4 K-Means Euclidean distances of table cluster

It was therefore concluded that in these three machine learning workflows that Service Assembly obtains, LDA clusters work The effect that stream finds text topic is best, and the K-Means cluster workflows measured using COS distance are taken second place, Euclidean distance degree The K-Means cluster workflows of amount are then worst.It, can be by the machine learning work if the good results that user clusters LDA It is preserved as stream, can be easily multiplexed in the future.Certainly, user can continue to calculate in tuning these workflows The parameter of son, in the hope of reaching better Clustering Effect.

In addition, seeing from assessment result, occur such as 7-apr-1987, number, he in the result clustered at three It may carry out handling not good enough when text participle generates feature vector in pretreatment stage with words, explanations such as said.Therefore, In order to further improve the discovery effect of text topic, the parameter for changing preconditioning operator Seq2Sparse also can with being debugged It is a good selection.

Experiment show using this method can fast and effeciently customize with the reusable machine learning flow of tuning, to Data excacation can be efficiently carried out in Hadoop platform.

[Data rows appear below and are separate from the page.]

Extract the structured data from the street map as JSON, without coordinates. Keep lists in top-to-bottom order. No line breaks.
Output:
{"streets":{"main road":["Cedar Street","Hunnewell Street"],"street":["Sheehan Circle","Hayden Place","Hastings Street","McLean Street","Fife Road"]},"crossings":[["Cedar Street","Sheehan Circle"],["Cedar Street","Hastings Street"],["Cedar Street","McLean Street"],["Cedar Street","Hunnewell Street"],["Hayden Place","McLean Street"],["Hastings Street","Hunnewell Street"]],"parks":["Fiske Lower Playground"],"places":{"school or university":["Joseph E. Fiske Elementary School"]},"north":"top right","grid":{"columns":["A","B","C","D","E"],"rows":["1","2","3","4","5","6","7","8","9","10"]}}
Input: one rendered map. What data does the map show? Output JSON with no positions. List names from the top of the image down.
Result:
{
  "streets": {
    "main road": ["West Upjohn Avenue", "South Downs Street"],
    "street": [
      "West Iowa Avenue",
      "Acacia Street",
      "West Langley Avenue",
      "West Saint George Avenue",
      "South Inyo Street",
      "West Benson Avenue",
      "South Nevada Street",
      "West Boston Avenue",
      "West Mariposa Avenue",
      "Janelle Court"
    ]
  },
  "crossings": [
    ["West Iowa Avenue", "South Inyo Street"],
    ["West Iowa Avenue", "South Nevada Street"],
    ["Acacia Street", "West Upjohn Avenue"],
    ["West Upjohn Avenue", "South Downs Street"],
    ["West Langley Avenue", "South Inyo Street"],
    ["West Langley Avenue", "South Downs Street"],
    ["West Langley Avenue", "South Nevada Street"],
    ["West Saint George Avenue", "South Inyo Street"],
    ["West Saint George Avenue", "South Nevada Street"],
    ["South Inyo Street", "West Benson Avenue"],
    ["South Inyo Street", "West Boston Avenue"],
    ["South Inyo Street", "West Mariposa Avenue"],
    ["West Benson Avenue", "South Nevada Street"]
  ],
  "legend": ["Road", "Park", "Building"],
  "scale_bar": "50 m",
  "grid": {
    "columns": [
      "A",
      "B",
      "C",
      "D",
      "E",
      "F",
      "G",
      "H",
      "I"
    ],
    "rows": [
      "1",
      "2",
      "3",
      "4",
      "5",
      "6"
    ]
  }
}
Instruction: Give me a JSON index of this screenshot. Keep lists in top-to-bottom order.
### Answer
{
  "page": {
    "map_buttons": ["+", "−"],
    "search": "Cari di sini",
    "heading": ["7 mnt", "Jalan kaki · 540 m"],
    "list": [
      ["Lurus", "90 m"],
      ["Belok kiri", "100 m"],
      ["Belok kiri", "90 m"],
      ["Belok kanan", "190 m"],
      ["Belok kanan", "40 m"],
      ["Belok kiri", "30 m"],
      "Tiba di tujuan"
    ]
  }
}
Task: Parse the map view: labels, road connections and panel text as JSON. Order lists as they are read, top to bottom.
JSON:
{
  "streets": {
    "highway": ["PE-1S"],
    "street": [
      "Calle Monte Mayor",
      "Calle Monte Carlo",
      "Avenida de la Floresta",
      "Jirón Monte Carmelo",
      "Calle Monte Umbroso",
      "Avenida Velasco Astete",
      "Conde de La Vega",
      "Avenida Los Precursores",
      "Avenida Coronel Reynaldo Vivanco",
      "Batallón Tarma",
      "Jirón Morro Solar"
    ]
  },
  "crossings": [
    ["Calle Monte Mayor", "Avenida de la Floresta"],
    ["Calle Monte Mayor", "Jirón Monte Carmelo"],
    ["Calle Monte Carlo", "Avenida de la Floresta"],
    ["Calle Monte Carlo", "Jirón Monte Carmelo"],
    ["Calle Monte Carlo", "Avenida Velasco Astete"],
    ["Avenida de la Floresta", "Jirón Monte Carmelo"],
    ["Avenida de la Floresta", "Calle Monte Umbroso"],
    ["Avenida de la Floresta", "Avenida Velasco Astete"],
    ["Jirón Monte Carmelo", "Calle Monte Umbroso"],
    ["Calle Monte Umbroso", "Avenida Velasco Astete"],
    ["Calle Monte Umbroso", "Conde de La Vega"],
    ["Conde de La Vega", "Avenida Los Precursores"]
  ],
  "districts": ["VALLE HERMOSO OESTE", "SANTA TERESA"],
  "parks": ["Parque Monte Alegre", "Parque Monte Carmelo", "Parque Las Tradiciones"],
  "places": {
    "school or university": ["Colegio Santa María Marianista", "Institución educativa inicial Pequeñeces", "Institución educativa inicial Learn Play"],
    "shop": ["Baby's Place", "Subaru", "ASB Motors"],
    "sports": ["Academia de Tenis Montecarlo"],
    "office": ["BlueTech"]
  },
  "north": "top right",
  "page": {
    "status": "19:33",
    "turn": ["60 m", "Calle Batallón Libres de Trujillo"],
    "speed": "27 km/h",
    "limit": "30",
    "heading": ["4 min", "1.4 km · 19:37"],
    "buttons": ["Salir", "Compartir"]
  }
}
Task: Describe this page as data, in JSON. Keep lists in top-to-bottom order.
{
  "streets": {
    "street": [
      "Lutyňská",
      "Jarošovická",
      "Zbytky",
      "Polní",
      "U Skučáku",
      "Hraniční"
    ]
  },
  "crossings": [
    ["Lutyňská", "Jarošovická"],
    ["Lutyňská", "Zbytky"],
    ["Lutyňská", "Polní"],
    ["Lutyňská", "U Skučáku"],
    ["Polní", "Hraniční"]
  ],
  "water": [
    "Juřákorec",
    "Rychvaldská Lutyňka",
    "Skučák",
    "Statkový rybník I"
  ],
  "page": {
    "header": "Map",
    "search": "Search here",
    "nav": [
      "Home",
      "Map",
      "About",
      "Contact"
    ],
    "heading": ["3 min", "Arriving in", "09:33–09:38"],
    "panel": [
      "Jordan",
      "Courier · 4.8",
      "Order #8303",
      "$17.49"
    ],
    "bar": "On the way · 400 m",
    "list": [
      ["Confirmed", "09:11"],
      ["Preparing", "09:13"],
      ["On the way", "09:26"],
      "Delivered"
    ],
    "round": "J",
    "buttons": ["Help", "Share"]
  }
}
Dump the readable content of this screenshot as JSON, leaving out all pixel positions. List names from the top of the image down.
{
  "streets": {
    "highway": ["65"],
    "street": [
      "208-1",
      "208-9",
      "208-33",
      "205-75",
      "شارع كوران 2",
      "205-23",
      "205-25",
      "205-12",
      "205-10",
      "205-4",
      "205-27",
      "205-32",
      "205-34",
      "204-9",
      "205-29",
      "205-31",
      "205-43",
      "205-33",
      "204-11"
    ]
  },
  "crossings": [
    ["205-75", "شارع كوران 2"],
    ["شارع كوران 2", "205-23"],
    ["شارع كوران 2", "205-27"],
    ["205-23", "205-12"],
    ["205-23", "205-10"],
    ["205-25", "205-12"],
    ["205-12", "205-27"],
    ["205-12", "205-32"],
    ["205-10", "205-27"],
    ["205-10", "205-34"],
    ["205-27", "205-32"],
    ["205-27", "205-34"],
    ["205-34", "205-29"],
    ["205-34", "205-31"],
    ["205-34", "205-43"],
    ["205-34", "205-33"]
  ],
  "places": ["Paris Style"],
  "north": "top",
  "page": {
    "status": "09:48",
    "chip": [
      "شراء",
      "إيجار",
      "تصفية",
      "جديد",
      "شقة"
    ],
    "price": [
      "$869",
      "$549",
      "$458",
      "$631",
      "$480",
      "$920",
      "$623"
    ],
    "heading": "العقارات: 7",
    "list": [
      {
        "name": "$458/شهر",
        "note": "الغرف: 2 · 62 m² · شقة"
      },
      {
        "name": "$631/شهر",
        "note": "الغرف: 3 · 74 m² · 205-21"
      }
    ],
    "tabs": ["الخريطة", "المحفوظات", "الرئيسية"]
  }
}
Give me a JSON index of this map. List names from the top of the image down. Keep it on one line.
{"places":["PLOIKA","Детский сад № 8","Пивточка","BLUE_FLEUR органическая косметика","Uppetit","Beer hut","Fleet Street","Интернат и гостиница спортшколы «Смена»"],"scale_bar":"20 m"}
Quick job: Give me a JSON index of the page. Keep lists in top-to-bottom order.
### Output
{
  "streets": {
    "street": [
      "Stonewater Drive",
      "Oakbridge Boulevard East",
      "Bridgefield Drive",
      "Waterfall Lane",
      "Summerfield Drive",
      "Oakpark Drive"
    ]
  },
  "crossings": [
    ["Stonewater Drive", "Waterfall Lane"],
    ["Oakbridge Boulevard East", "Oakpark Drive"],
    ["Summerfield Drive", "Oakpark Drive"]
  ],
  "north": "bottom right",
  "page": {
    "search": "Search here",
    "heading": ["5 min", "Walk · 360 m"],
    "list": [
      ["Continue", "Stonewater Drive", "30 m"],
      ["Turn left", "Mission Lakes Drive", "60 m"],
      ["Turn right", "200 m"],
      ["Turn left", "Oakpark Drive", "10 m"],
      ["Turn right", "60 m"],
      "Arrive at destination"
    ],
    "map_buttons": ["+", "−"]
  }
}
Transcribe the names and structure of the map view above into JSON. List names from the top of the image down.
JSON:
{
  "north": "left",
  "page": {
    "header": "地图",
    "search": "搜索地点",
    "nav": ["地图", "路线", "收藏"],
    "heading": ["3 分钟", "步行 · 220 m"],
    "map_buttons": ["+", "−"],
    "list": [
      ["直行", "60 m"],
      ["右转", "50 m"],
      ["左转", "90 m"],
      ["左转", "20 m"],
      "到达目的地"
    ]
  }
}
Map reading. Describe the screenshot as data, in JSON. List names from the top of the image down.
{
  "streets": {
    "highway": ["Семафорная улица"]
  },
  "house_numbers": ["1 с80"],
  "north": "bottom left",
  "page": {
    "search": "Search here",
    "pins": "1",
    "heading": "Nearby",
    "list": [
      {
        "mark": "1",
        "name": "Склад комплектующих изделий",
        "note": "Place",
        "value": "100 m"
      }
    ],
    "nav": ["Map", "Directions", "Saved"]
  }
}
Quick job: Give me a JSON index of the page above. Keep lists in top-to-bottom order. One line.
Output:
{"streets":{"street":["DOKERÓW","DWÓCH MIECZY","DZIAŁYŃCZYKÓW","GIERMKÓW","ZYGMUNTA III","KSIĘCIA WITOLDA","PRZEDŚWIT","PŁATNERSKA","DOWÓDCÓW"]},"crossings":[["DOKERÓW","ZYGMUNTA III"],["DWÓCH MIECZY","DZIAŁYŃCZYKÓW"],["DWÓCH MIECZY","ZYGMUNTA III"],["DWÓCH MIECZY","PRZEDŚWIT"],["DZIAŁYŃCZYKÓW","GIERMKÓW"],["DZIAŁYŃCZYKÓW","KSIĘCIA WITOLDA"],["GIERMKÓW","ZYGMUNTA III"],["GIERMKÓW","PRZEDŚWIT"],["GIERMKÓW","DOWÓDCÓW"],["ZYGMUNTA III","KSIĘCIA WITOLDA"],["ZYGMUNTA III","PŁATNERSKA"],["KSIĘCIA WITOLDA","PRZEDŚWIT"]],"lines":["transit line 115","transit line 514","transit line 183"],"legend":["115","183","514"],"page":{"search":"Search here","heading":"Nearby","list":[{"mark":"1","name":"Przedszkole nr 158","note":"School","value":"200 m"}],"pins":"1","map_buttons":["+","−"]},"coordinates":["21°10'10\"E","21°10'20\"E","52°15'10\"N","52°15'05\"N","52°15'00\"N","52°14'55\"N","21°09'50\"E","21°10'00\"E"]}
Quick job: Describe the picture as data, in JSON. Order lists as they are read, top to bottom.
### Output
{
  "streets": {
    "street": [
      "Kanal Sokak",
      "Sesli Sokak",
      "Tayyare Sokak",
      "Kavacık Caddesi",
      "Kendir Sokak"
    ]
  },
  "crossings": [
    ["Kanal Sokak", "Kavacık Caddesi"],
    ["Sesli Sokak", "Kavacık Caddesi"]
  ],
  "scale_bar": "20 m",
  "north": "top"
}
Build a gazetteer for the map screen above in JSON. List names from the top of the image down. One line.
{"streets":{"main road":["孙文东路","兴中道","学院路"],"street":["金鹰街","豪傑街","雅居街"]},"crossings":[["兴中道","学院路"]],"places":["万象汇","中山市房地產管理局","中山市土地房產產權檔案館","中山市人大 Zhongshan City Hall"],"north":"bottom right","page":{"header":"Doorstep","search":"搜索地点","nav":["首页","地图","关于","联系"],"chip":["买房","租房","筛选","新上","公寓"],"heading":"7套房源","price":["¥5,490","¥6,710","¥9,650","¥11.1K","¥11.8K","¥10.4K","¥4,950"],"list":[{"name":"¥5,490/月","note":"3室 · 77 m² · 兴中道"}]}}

The foregoing is merely presently preferred embodiments of the present invention, is not intended to limit the invention, it is all the present invention spirit and Within principle, any modification, equivalent replacement, improvement and so on should all be included in the protection scope of the present invention.

Claims

1. a kind of machine learning Service Assembly method based on Mahout, which is characterized in that include the following steps：

Step S1：The data of different-format are pre-processed, the feature vector that model training uses is converted into；

Step S2：Carry out Clustering Model, disaggregated model and collaborative filtering recommending model training；

Step S3：The model completed to training is assessed；

Step S4：By step Sl, step S2 and step S3 three phases in the form of operator in Mahout algorithms libraries Unified encapsulation is carried out, becomes and meets a series of services that Oozie workflow platforms call specification；

Step S5：According to user's description machine learning method to be used and the data to be handled format, group Take on the machine learning workflow flow path of a plurality of meet demand；

Step S6：When these machine learning workflows are after by Oozie end of runs in Hadoop platform, each work The model evaluation operator for making to flow will provide the assessment result of workflow；User selects machine learning work according to this assessment result It flows；

Step S7：The selected machine learning workflow of user is stored into knowledge base, so that user is multiplexed after this；

The model evaluation that training is completed in step S3 includes the following steps：

Step S32：Disaggregated model assessment is assessed using accuracy, if disaggregated model uses NB Algorithm, assessment It further include confusion matrix；Confusion matrix is the crosstab of disaggregated model output result and real goal value；Confusion matrix it is each The corresponding real goal value of row, the output valve of each corresponding disaggregated model of row；

Step S33：Collaborative filtering recommending model evaluation is assessed using the accuracy rate of model；

Collaborative filtering recommending model in step S2 uses matrix factorisation collaborative filtering and the collaboration based on article Filter the collaborative filtering recommending model of proposed algorithm.

2. the machine learning Service Assembly method according to claim 1 based on Mahout, it is characterised in that：In step S1 Data prediction include：SeqDirectory、Lucene2Seq、Seq2Sparse、Arff.Vector、Split、 SplitDataSet, Describe and Hive.

3. the machine learning Service Assembly method according to claim 1 based on Mahout, it is characterised in that：In step S2 Clustering Model include cluster mould using Canopy, K-Means, fuzzy K-Means, LDA and five clustering algorithms of spectral clustering Type.

4. the machine learning Service Assembly method according to claim 1 based on Mahout, it is characterised in that：In step S2 Disaggregated model include disaggregated model using NB Algorithm and random forests algorithm.